Gus was spared answering by the arrival of a nurse, who shooed Shawn and Tara out of the room. After a moment she was joined by a doctor, who gave Gus a quick once-over and approved his release. Gus spent the next fifteen minutes filling out insurance paperwork and the following forty-five coaxing his fingers into bending sufficiently to button his shirt. At least it was a fresh shirt. Sometime in the night Shawn must have stopped by Gus’ place and picked up a change of clothes for him.

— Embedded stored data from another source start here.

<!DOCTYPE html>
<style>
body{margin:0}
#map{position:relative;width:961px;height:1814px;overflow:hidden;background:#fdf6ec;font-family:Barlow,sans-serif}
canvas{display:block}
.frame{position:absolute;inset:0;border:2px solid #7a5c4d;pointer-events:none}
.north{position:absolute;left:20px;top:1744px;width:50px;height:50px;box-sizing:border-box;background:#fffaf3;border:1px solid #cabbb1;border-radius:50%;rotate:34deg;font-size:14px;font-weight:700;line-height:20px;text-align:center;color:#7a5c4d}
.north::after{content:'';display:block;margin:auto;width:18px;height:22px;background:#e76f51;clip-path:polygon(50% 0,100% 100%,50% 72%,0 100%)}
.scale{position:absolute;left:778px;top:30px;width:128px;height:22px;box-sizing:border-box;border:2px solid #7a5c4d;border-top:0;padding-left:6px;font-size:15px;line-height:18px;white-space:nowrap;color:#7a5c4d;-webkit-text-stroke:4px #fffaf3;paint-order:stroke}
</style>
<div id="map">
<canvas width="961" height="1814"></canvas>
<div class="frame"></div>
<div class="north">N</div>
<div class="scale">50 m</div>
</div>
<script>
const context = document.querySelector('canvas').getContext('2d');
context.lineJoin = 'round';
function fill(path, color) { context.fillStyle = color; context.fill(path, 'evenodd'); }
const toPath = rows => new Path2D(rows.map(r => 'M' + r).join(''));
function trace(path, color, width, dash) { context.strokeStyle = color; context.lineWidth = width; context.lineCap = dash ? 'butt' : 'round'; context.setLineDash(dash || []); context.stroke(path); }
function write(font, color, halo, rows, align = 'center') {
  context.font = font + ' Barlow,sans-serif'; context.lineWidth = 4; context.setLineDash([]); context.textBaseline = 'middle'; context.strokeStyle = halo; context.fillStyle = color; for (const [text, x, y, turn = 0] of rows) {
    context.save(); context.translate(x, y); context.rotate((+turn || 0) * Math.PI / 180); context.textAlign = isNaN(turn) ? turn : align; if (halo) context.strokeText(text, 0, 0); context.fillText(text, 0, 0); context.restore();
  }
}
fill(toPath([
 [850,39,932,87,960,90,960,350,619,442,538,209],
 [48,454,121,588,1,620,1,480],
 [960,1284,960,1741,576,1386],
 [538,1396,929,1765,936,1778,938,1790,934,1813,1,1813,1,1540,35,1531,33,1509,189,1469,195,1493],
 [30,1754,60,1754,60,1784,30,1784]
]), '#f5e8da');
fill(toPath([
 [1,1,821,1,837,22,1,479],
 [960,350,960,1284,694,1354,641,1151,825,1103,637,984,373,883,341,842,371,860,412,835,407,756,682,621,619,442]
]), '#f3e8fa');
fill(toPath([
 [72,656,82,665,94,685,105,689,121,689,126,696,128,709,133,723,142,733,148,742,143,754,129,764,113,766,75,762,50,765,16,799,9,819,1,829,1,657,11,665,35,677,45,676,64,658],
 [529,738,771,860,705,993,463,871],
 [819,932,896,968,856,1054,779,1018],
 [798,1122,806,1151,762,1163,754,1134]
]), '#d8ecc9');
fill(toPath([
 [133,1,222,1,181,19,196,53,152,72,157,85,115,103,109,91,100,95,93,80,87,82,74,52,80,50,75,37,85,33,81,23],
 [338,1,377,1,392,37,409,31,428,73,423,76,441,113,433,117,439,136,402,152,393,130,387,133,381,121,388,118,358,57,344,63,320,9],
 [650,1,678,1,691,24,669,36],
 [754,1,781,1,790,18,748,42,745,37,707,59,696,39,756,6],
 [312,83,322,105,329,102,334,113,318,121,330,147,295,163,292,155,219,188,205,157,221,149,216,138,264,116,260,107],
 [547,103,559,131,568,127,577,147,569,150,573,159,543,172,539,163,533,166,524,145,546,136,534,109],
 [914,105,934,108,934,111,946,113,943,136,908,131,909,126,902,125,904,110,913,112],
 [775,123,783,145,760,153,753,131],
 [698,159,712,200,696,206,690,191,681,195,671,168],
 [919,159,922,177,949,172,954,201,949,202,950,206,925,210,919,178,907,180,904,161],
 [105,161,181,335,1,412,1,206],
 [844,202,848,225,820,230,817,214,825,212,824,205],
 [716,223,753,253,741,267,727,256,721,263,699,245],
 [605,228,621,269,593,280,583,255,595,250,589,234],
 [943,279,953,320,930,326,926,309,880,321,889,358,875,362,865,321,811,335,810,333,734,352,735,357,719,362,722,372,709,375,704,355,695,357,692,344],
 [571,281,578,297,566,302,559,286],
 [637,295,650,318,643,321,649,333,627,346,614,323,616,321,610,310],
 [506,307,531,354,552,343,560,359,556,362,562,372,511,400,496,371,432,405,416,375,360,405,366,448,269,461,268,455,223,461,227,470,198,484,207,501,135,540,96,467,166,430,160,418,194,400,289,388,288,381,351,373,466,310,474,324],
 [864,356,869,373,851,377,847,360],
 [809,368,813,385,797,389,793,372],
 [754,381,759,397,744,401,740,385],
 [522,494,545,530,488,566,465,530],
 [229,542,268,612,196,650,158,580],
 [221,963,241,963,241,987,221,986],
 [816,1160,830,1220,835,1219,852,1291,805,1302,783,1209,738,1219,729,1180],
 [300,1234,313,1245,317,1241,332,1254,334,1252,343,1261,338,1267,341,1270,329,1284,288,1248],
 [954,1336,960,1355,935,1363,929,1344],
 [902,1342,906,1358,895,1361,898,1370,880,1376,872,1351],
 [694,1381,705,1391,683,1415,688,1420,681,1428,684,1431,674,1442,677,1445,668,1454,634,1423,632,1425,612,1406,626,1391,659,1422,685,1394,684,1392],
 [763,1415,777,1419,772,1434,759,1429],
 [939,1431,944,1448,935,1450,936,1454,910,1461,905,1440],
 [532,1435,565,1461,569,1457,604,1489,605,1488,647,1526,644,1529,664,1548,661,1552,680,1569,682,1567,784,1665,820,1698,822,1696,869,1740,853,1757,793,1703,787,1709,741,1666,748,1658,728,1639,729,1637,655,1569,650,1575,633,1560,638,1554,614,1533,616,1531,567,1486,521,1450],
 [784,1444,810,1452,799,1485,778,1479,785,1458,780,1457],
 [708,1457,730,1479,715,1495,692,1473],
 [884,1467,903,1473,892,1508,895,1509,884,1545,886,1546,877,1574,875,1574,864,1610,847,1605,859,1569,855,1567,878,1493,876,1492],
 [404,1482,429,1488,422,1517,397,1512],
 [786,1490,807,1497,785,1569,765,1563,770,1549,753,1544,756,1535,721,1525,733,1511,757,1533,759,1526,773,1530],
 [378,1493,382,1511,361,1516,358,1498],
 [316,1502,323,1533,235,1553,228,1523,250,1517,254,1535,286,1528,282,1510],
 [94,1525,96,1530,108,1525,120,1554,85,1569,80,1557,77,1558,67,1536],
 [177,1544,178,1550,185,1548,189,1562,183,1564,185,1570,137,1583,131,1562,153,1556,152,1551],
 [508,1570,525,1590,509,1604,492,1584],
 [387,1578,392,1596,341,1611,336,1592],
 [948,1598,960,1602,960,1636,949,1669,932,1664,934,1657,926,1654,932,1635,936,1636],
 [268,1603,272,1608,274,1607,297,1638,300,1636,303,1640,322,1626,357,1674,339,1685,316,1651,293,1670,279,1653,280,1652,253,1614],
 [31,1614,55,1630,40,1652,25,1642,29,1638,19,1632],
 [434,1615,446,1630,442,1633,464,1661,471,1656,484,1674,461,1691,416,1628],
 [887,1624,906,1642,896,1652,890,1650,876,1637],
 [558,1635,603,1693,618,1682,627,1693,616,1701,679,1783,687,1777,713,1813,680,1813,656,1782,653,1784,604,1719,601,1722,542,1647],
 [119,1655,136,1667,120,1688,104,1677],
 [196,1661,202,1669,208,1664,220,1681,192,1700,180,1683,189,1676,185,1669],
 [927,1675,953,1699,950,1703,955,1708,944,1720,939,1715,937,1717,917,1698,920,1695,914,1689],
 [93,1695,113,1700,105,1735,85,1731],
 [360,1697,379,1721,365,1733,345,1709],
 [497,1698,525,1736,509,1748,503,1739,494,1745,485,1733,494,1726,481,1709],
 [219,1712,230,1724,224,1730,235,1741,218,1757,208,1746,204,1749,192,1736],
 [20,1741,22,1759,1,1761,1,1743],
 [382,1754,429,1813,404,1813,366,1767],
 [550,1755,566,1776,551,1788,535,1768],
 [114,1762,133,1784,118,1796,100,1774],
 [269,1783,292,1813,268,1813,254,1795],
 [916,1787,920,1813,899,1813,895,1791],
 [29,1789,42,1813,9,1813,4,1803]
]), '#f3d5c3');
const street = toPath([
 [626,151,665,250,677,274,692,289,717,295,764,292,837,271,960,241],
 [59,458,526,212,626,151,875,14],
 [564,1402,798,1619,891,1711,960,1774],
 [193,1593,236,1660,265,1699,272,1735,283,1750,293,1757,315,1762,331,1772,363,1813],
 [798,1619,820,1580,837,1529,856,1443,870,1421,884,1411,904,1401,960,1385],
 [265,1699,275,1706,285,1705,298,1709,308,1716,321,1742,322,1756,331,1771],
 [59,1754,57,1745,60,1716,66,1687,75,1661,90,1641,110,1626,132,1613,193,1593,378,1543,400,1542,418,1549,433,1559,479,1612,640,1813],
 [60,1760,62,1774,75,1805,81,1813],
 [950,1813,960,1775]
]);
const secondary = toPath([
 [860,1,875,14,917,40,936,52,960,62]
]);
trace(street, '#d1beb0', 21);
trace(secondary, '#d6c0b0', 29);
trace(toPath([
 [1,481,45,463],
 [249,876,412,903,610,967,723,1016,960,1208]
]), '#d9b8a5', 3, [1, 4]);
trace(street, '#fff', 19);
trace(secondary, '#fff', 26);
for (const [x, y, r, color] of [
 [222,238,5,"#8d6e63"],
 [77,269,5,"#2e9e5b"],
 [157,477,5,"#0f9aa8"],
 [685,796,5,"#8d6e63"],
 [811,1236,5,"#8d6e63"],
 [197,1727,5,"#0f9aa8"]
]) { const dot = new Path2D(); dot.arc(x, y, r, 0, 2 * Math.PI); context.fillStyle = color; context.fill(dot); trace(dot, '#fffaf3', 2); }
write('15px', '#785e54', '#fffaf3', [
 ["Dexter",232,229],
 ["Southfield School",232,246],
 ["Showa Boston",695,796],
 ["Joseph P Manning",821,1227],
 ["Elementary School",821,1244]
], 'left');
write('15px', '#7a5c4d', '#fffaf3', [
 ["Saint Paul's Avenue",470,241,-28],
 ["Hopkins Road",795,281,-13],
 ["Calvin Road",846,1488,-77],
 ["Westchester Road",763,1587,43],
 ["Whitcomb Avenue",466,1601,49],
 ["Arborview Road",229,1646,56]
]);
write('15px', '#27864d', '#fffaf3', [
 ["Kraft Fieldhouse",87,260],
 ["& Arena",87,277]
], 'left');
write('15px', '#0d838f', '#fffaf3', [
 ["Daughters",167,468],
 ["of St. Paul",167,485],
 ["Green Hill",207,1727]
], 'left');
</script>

When an orderly wheeled him to the hospital’s front door, Shawn and Tara were waiting by her red Mercedes. They kept waiting as he made his way across the sidewalk. Each step was an agonizing ordeal, as he forced stiffened and bruised muscles to contract and relax. After what felt like another hour, he made it over to them.
“Tara’s offered to take you home, bud,” Shawn said.
“It’s the least I can do. If there’s anything else, please let me know.”
“Thanks, but you don’t have to,” Gus said. “You’ve already done so much.”
“Anyone would have done the same thing.”
“For a complete stranger? I don’t think so.”
“Well, we’re not strangers anymore,” Tara said. “I’d like you to think of me as your friend.”
“Works for me,” Shawn said.
“In that case, there is one thing I’d like to do before I go home,” Gus said, gritting his teeth against the pain. “If you wouldn’t mind driving back up that hill, I want to see the man who really is responsible. And put an end to his criminal enterprise, no matter how high or low it reaches.”